Welcome to this guide on deploying Llama2 LLM (Large Language Model) on Google Cloud Platform (GCP). In this guide, we’ll take you through the process of setting up and utilizing Llama2 LLM on GCP, ensuring you have the knowledge and tools to fully leverage Llama 2’s capabilities. If want to read more about Llama 2 please refer to the blog where where we explain a comparison of different Llama 2 models along with the hosting rate per hour for AWS, GCP and Azure.
So, what can you do with Llama2 on Google Cloud?
- Deploy Llama 2 out of box and serve it as an API endpoint to your own end users.
- Fine tune Llama 2 directly on Google Cloud with your own data.
- Improve Llama 2 with Reinforcement Learning with Human Feedback, or RLHF.
- Finally, you can check the safety attributes using content moderation on Google Cloud as well.
Sign up for a Google CloudPlatform
- If you don’t have a Google Cloud Platform account, sign up as a new user and you may be eligible for free credits.
You might be wondering, what size of model should I start using, 7, 13, or 70? Well, if you're just starting out, you might want to consider starting with the 13 billion model. If you find that the quality of the responses is not quite good enough, then you can always change to the 70 billion model. If you find that with the 13 billion model the latency is too slow and the response quality isn't a major concern, then you can go down from the 13 billion to the 7 billion.
How to get started
Once your account is set up on Google Cloud, navigate to Vertex AI Model Garden and look for the Llama2 card. Click on the card to view details. As you can see in the figure on the model card, there is a Click to Deploy button, which allows you to save Llama 2 to Vertex AI Model Registry and deploy it to an endpoint that. From a Llama 2 Model Card on Vertex AI Model Garden, you can either deploy the model in the Console using the Deploy button here or deploy the model through code using the notebook. Let's start with deploying from the Console by clicking on Deploy.

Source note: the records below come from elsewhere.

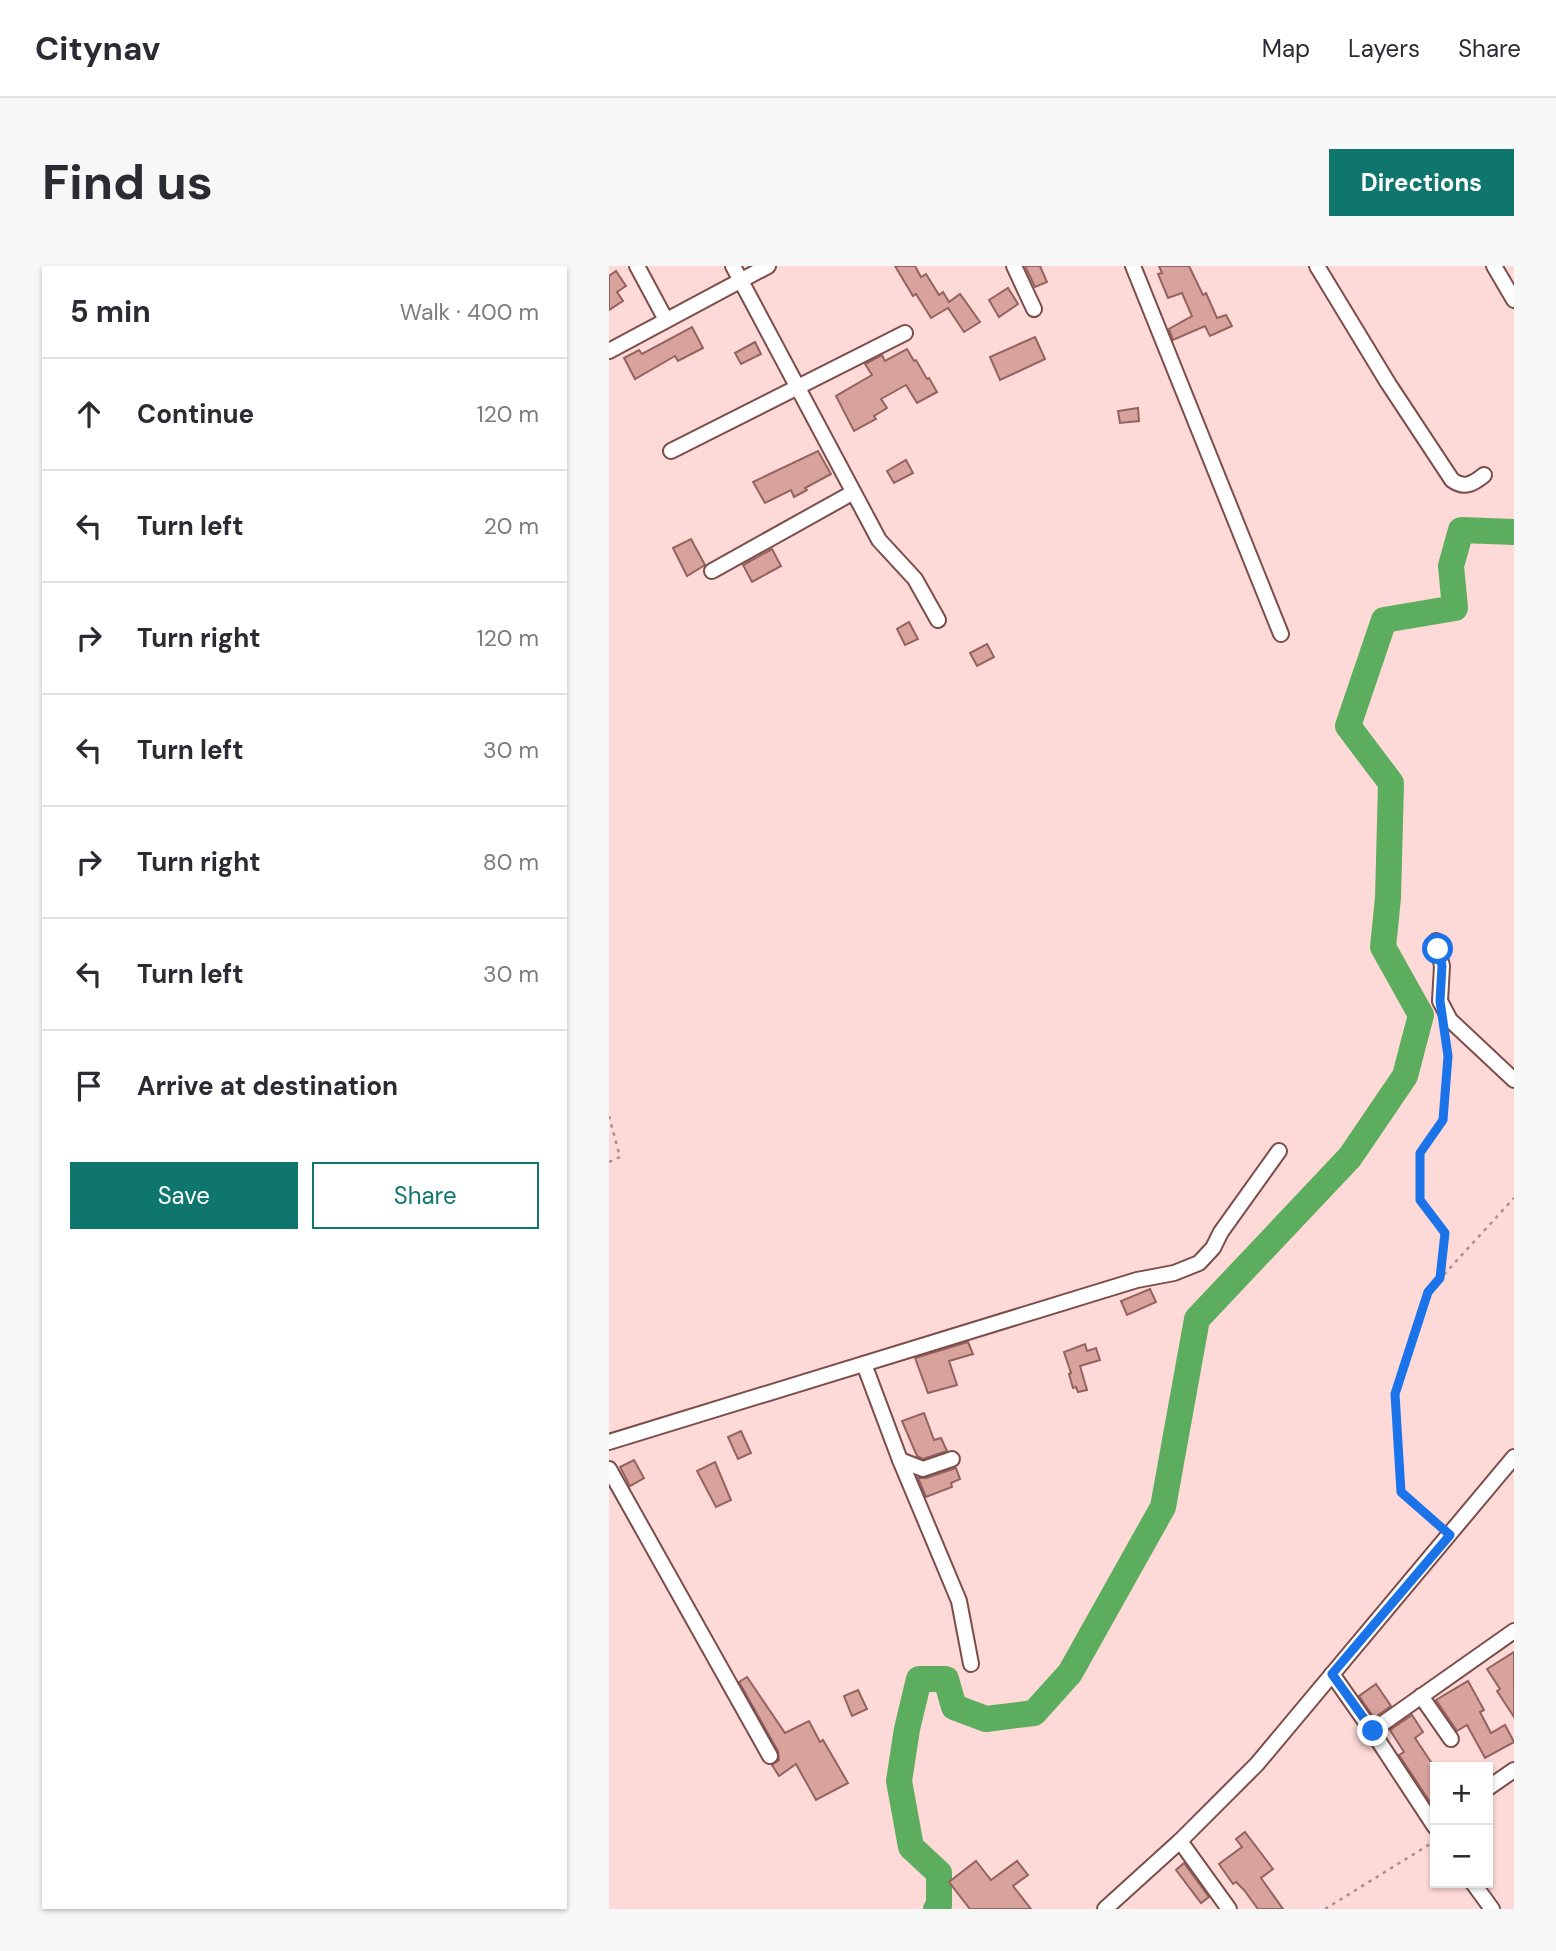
<!DOCTYPE html>
<meta charset="utf-8">
<style>
:root{--surface:#fff;--page:#f7f7f7;--text:#2b2b33;--muted:#7c7c81;--line:#e1e1e2;--accent:#0f766e}
body{margin:0;font-family:"DM Sans",sans-serif;background:var(--page);color:var(--text)}
.controls{position:absolute;right:21px;bottom:21px;display:grid;overflow:hidden;border-radius:0px;box-shadow:0 2px 5px #0004}
.controls button{width:63px;height:63px;display:grid;place-items:center;padding:0;border:0;border-bottom:2px solid var(--line);background:var(--surface);color:var(--text);font:35px sans-serif}
.stop{position:absolute;width:21px;height:21px;margin:-16px;border:5px solid #1a73e8;border-radius:50%;background:#fff}
.stop.end{background:#1a73e8;border-color:#fff;box-shadow:0 2px 7px #0008}
.list{margin:0;padding:0;list-style:none}
h2{display:flex;justify-content:space-between;align-items:center;height:91px;margin:0;padding:0 28px;font-size:30px}
h2 small{font-size:23px;font-weight:400;color:var(--muted)}
.list li{display:grid;grid-template-columns:46px 1fr auto;gap:21px;align-items:center;box-sizing:border-box;height:112px;padding:0 28px;border-top:2px solid var(--line)}
.list b{display:block;font-size:26px;white-space:nowrap}
.list em{font-size:23px;font-style:normal;color:var(--muted)}
.actions{display:flex;gap:14px;padding:21px 28px}
.actions a{flex:1;padding:16px 0;border:2px solid var(--accent);border-radius:0px;text-align:center;font-size:24px;color:var(--accent)}
.actions .main{background:var(--accent);color:#fff}
.icon{flex:none;width:38px;height:38px;fill:none;stroke:currentColor;stroke-width:2;stroke-linecap:round;stroke-linejoin:round}
.map{position:relative;flex:none;width:905px;height:1643px;overflow:hidden;border-radius:0px}
header{display:flex;align-items:center;gap:42px;box-sizing:border-box;height:98px;padding:0 35px;background:var(--surface);border-bottom:2px solid var(--line)}
header strong{font-size:33px}
nav{display:flex;gap:38px;margin-inline-start:auto;font-size:24px}
.intro{display:flex;align-items:center;justify-content:space-between;box-sizing:border-box;height:168px;padding:0 42px}
h1{margin:0;font-size:49px}
.button{padding:18px 32px;border-radius:0px;background:var(--accent);color:#fff;font-size:24px;font-weight:700}
main{display:flex;gap:42px;padding:0 42px}
aside{flex:1;background:var(--surface);border-radius:0px;box-shadow:0 2px 5px #0004}
.map>svg:first-child{display:block}
.lines{fill:none;stroke-linecap:round;stroke-linejoin:round}
.river{stroke:#5cad5d;stroke-width:26}
.building{fill:#d8a29d;stroke:#95635f;stroke-width:2}
.minor-casing{stroke:#7d4d4a;stroke-width:18}
.path{stroke:#ac8f8c;stroke-width:2.5;stroke-dasharray:3.5 5;stroke-linecap:butt}
.minor{stroke:#fff;stroke-width:14}
.route{stroke:#1a73e8;stroke-width:9}
</style>
<header>
<strong>Citynav</strong>
<nav><a>Map</a><a>Layers</a><a>Share</a></nav>
</header>
<div class="intro"><h1>Find us</h1><a class="button">Directions</a></div>
<main>
<aside>
<h2>5 min<small>Walk · 400 m</small></h2>
<ul class="list">
<li><svg class="icon" aria-label="ahead" viewBox="0 0 24 24"><path d="M12 20V5M6 11l6-6 6 6"/></svg><div><b>Continue</b></div><em>120 m</em></li>
<li><svg class="icon" aria-label="left" viewBox="0 0 24 24"><path d="M17 20v-9H6M10 6l-5 5 5 5"/></svg><div><b>Turn left</b></div><em>20 m</em></li>
<li><svg class="icon" aria-label="right" viewBox="0 0 24 24"><path d="M7 20v-9h11M14 6l5 5-5 5"/></svg><div><b>Turn right</b></div><em>120 m</em></li>
<li><svg class="icon" aria-label="left" viewBox="0 0 24 24"><path d="M17 20v-9H6M10 6l-5 5 5 5"/></svg><div><b>Turn left</b></div><em>30 m</em></li>
<li><svg class="icon" aria-label="right" viewBox="0 0 24 24"><path d="M7 20v-9h11M14 6l5 5-5 5"/></svg><div><b>Turn right</b></div><em>80 m</em></li>
<li><svg class="icon" aria-label="left" viewBox="0 0 24 24"><path d="M17 20v-9H6M10 6l-5 5 5 5"/></svg><div><b>Turn left</b></div><em>30 m</em></li>
<li><svg class="icon" aria-label="arrive" viewBox="0 0 24 24"><path d="M6 21V4h12l-3 4 3 4H6"/></svg><div><b>Arrive at destination</b></div></li>
</ul>
<div class="actions"><a class="main">Save</a><a>Share</a></div>
</aside>
<div class="map">
<svg width="905" height="1643" viewBox="0 0 905 1643">
<rect width="100%" height="100%" fill="#fddad7"/>
<g class="lines">
<path class="river" d="M327,1643L330,1639V1607L302,1581L290,1515L298,1463L310,1413H337L345,1441L377,1453L425,1447L461,1407L554,1241L588,1053L741,891L796,810L812,749L774,681L779,632L782,517L739,460L775,354L846,342L842,300L852,264L905,266"/>
</g>
<g class="building">
<path d="M286,0H306L312,11L317,8L330,29L334,26L340,36L351,28L371,56L355,66L339,42L322,52L307,28L304,30Z"/>
<path d="M416,0H431L438,16L426,21Z"/>
<path d="M550,0H580L594,29L597,27L608,52L617,49L623,60L601,70L596,60L564,74L560,63L583,50L573,27L559,32L549,8L553,7Z"/>
<path d="M7,5L17,20L8,26L14,35L0,44V10Z"/>
<path d="M399,22L409,38L390,51L380,34Z"/>
<path d="M83,61L94,82L69,95L66,90L26,113L15,92L30,84L33,88Z"/>
<path d="M426,71L436,93L391,114L381,91Z"/>
<path d="M146,76L152,88L132,98L126,87Z"/>
<path d="M298,83L305,95L307,94L318,113L320,112L328,126L308,137L297,119L272,133L278,142L265,150L267,153L245,165L227,130L263,109L256,98L273,89L276,95Z"/>
<path d="M529,142L530,155L511,157L509,145Z"/>
<path d="M209,185L222,208L196,222L198,224L185,231L182,224L156,237L144,216Z"/>
<path d="M297,194L304,207L285,217L278,205Z"/>
<path d="M82,273L96,299L78,310L64,282Z"/>
<path d="M163,283L172,300L143,316L134,299Z"/>
<path d="M300,356L309,373L296,379L288,363Z"/>
<path d="M378,378L385,391L368,400L361,387Z"/>
<path d="M541,1023L547,1036L518,1049L512,1035Z"/>
<path d="M359,1076L364,1088L340,1095L348,1119L319,1127L306,1092Z"/>
<path d="M476,1078L478,1085L487,1082L491,1094L471,1100L478,1124L469,1126L467,1121L464,1122L460,1108L462,1107L455,1086Z"/>
<path d="M315,1147L325,1174L332,1172L338,1185L314,1193L308,1190L293,1155Z"/>
<path d="M132,1165L142,1187L129,1193L119,1171Z"/>
<path d="M25,1194L35,1212L21,1220L11,1201Z"/>
<path d="M106,1196L122,1234L107,1241L88,1205Z"/>
<path d="M347,1202L351,1213L342,1217L343,1221L317,1231L309,1212H317Z"/>
<path d="M905,1386V1451L888,1425L891,1423L878,1403Z"/>
<path d="M138,1411L176,1467L200,1455L211,1476L214,1474L239,1517L207,1534L187,1498L170,1510L163,1499L170,1494L169,1485L130,1416Z"/>
<path d="M859,1415L875,1444L871,1446L882,1467L896,1459L905,1476L876,1492L858,1459L848,1465L827,1434Z"/>
<path d="M767,1418L782,1440L765,1452L750,1430Z"/>
<path d="M249,1424L258,1443L243,1450L235,1430Z"/>
<path d="M803,1449L814,1466L806,1472L826,1502L825,1542L790,1489L795,1486L781,1464Z"/>
<path d="M636,1566L664,1603L652,1612L674,1643H649L635,1624L627,1616L624,1618L610,1598L633,1581L627,1573Z"/>
<path d="M367,1595L382,1614L408,1595L419,1609L404,1620L422,1643H361L340,1616Z"/>
<path d="M575,1597L600,1631L592,1637L567,1604Z"/>
</g>
<g class="lines">
<g class="minor-casing">
<g id="minor">
<path d="M28,0L57,54"/>
<path d="M124,0L270,274L306,313L329,354"/>
<path d="M405,0L425,43"/>
<path d="M524,0L672,368"/>
<path d="M708,0L779,117L843,214C855,223 864,218 875,209"/>
<path d="M885,0L905,34"/>
<path d="M0,85L159,0"/>
<path d="M62,185L296,67"/>
<path d="M103,305L243,227"/>
<path d="M827,675L833,700L831,735L841,754L905,814"/>
<path d="M255,1098L291,1194L350,1335L362,1398"/>
<path d="M0,1176L528,1014L565,1007L590,997L604,982L612,966L670,885"/>
<path d="M291,1194L314,1203L343,1193"/>
<path d="M0,1203L161,1490"/>
<path d="M723,1408L763,1465L826,1561"/>
<path d="M812,1430L842,1473"/>
<path d="M763,1465L905,1365"/>
<path d="M879,1522L905,1504"/>
<path d="M571,1575L620,1643"/>
<path d="M864,1617L883,1643"/>
<path d="M496,1643L571,1575L648,1498L905,1191"/>
</g>
</g>
<g class="path">
<path d="M0,850L11,891L0,896"/>
<path d="M831,1012L836,966L811,934V887L834,854L839,790L836,769"/>
<path d="M831,1260L792,1226L786,1128L819,1026L905,932"/>
<path d="M716,1643L826,1575"/>
</g>
<use href="#minor" class="minor"/>
</g>
<g class="lines">
<path class="route" d="M764,1465L723,1408L841,1269L792,1226L786,1128L819,1026L831,1012L836,967L811,934V887L834,854L839,790L831,735L833,700L829,683"/>
</g>
</svg>
<div class="controls">
<button>+</button>
<button>−</button>
</div>
<div class="stop" style="left:829px;top:683px"></div>
<div class="stop end" style="left:764px;top:1465px"></div>
</div>
</main>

After that you'll need to choose which Llama 2 variation you want. Save it as a new model, give it a custom name, then click Save to save to Vertex AI Model Registry. Set the access level to Standard and click Continue to get to the model settings. Set the minimum number of compute nodes to 1 for proof-of-concept purposes.
If you plan to run Llama 2 7B,select n1-standard-2 machine, in conjunction with the Nvidia K80in this case, but any equivalent GPU will suffice. (The GPU model availability might differ from region to region. For the 13B and 70B the a2-highgpu-1gwith the appropriate GPU for the respective model will be enough. We refer reader to blog for the cost comparison if not sure about the cost.
Finally, after saving the settings and deploying, you may go to the model registry page. Navigating to Vertex AI Model Registry, you should now see your model, but note that it hasn't been deployed to an endpoint yet. To deploy the model, you can click on the three dots on the right-hand side, and then click on Deploy to endpoint as shown in the figure and follow the instructions within to deploy with GPU accelerators.
Now, if you'd prefer to work in a coding environment, instead of the UI, you can also walk through the deployment of Llama 2 in the Colab Notebook, which you can find by clicking on Open Notebook from the Llama 2 Model Card on Vertex AI Model Garden. The notebook is also where you will find the instructions on how to perform adapter tuning with Llama 2, instructions for RLHF, and also, content moderation to check for safety attributes in the model responses.
Check model functionality testing the deployed Llama2 model by sending a JSON request to the model. Compose a JSON request according to your specific requirements submit a JSON request by clicking Predict and the model will process your input text and provide a response.
Deploying Llama 2 on Google Cloud's Vertex AI offers a flexible environment for serving the model via API, fine-tuning with custom data, and enhancing its capabilities with RLHF. Through a straightforward UI or a Colab Notebook, users can effortlessly integrate Llama 2 into their applications, unlocking the potential of advanced language processing on the GCP infrastructure.